[Opening PROVIDED DATA section]
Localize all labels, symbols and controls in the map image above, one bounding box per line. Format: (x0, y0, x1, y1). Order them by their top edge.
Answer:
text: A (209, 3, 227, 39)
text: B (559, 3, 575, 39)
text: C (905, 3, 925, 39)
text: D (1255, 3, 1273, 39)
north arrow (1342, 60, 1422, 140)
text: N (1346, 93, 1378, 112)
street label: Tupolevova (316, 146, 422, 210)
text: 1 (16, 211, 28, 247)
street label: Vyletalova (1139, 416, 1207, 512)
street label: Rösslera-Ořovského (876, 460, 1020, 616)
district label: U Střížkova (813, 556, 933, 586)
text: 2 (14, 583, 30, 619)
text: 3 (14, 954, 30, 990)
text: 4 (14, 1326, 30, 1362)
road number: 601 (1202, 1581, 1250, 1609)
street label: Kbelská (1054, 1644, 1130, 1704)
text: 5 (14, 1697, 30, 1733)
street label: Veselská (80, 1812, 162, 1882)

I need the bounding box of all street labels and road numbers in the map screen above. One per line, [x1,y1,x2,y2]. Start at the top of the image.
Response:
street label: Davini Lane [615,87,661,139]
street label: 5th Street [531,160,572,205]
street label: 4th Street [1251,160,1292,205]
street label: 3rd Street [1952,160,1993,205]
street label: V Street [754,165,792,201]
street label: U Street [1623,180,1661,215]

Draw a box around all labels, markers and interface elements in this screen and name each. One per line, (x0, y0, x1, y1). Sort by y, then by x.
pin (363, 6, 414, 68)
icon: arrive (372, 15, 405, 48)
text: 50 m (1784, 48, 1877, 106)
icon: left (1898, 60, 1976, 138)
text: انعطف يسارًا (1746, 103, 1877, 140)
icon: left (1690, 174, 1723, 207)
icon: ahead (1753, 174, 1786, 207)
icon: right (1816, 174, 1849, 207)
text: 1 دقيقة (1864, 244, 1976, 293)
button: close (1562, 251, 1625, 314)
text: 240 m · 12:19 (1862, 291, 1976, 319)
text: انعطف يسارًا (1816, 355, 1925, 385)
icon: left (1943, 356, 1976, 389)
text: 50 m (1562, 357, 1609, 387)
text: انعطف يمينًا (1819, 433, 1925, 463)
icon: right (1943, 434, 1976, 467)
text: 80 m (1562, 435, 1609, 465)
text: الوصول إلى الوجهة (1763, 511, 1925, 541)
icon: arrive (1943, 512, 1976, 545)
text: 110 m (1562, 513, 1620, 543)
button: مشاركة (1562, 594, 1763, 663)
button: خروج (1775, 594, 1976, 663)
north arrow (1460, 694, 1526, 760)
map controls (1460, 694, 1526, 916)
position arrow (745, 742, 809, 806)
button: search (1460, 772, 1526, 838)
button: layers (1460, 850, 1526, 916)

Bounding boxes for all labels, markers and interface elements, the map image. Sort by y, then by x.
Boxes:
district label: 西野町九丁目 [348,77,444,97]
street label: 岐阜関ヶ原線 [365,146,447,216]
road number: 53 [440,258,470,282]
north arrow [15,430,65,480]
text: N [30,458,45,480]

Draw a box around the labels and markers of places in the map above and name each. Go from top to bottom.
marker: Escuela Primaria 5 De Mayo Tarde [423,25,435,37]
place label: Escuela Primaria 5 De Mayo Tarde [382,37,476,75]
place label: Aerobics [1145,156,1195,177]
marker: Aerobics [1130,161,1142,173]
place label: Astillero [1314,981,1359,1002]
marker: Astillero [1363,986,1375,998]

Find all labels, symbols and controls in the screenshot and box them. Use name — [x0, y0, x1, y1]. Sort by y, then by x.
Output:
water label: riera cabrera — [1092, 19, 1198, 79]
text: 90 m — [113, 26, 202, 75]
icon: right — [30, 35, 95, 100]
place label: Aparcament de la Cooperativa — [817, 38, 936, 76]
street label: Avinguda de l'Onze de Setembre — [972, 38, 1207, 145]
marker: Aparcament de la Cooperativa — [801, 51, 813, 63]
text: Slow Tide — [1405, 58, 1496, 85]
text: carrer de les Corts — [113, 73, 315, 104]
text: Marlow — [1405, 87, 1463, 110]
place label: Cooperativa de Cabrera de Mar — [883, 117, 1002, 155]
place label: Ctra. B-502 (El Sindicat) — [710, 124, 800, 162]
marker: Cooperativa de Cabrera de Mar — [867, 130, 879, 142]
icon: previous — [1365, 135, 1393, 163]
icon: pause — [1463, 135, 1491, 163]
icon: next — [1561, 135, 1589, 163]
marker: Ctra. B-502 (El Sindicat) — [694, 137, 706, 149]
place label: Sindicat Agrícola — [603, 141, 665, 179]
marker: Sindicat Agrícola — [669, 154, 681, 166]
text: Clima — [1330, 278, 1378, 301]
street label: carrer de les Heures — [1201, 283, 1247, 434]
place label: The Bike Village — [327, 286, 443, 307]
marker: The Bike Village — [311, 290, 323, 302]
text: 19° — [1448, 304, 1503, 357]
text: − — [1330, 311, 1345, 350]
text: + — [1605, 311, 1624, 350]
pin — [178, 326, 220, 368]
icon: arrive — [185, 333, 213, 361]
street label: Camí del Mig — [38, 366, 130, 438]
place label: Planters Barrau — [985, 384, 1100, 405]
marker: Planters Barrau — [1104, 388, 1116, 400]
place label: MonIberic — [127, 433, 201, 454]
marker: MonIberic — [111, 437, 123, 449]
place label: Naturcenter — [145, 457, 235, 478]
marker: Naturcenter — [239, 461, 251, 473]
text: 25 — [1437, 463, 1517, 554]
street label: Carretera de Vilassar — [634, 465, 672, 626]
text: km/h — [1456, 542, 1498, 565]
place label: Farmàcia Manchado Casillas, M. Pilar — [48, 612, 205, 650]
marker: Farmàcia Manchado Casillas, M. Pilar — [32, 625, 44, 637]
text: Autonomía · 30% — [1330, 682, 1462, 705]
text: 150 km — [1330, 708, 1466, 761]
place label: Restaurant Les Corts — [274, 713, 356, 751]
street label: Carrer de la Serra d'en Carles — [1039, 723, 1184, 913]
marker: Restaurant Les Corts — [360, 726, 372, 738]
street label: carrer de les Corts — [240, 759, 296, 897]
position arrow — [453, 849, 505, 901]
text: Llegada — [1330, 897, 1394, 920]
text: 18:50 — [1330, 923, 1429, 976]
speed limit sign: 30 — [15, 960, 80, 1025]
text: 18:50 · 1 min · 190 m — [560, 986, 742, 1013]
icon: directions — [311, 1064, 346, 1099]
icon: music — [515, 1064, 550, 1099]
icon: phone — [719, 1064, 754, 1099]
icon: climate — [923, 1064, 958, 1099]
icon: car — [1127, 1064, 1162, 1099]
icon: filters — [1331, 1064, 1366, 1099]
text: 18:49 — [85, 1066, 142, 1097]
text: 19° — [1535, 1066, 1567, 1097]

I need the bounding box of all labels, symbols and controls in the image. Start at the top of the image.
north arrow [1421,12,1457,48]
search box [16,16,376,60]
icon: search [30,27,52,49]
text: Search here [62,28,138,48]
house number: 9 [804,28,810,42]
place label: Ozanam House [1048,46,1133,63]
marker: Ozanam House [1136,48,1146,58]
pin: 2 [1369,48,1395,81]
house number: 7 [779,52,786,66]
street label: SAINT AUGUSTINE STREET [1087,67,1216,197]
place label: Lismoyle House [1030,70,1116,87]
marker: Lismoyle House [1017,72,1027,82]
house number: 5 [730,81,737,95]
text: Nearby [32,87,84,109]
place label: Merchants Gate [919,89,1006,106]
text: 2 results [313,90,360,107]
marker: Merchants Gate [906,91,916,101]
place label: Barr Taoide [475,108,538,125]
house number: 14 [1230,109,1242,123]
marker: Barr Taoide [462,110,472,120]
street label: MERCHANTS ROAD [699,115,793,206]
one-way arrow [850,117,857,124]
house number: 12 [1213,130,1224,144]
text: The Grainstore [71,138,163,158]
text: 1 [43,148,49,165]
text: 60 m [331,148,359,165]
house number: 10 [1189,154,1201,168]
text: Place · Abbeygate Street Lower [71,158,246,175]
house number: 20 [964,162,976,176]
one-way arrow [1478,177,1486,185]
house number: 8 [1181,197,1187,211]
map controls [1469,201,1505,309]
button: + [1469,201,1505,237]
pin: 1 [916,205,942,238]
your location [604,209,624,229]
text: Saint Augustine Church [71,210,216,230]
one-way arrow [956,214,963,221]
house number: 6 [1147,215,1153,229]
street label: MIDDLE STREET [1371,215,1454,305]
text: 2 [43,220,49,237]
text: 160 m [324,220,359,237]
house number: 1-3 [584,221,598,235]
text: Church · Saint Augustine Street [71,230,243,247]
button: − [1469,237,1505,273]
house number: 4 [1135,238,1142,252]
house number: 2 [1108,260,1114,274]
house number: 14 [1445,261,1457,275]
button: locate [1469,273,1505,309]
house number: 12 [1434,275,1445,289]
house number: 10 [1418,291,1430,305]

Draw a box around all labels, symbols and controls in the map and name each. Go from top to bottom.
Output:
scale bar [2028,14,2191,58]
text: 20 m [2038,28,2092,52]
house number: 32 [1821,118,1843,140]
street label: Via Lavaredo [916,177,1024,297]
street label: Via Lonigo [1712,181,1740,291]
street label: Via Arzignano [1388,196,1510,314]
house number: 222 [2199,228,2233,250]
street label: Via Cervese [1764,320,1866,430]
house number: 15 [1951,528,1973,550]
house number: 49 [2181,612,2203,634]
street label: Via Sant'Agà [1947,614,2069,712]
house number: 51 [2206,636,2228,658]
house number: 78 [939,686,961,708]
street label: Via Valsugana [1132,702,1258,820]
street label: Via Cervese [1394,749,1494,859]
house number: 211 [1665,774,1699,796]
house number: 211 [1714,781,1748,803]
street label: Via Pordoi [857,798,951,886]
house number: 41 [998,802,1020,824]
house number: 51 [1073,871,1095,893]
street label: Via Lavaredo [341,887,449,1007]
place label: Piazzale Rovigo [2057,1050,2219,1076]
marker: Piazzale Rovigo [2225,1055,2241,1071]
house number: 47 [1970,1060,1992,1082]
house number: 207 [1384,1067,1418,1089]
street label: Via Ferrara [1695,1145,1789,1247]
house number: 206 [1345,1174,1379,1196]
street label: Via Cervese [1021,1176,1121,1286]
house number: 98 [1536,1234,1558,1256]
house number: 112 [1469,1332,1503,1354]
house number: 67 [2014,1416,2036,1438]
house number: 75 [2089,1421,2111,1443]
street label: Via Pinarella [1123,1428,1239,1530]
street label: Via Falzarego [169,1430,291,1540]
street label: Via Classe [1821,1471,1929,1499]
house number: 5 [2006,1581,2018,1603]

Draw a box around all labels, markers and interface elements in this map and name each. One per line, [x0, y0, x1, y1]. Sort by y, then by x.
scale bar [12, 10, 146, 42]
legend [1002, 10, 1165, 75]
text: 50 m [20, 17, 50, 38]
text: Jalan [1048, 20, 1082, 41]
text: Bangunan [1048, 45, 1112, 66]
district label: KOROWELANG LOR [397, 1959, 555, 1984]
[Closing PROVIDED DATA section]
* ASSIGNMENT
Working from the material above, restate word for word the lines between the line with "Draw a box around the" and the line with "Find all labels, symbols", both included, and only those.

* SOLUTION TO THIS EXERCISE
Draw a box around the labels and markers of places in the map above and name each. Go from top to bottom.
marker: Escuela Primaria 5 De Mayo Tarde [423,25,435,37]
place label: Escuela Primaria 5 De Mayo Tarde [382,37,476,75]
place label: Aerobics [1145,156,1195,177]
marker: Aerobics [1130,161,1142,173]
place label: Astillero [1314,981,1359,1002]
marker: Astillero [1363,986,1375,998]

Find all labels, symbols and controls in the screenshot and box them. Use name — [x0, y0, x1, y1]. Sort by y, then by x.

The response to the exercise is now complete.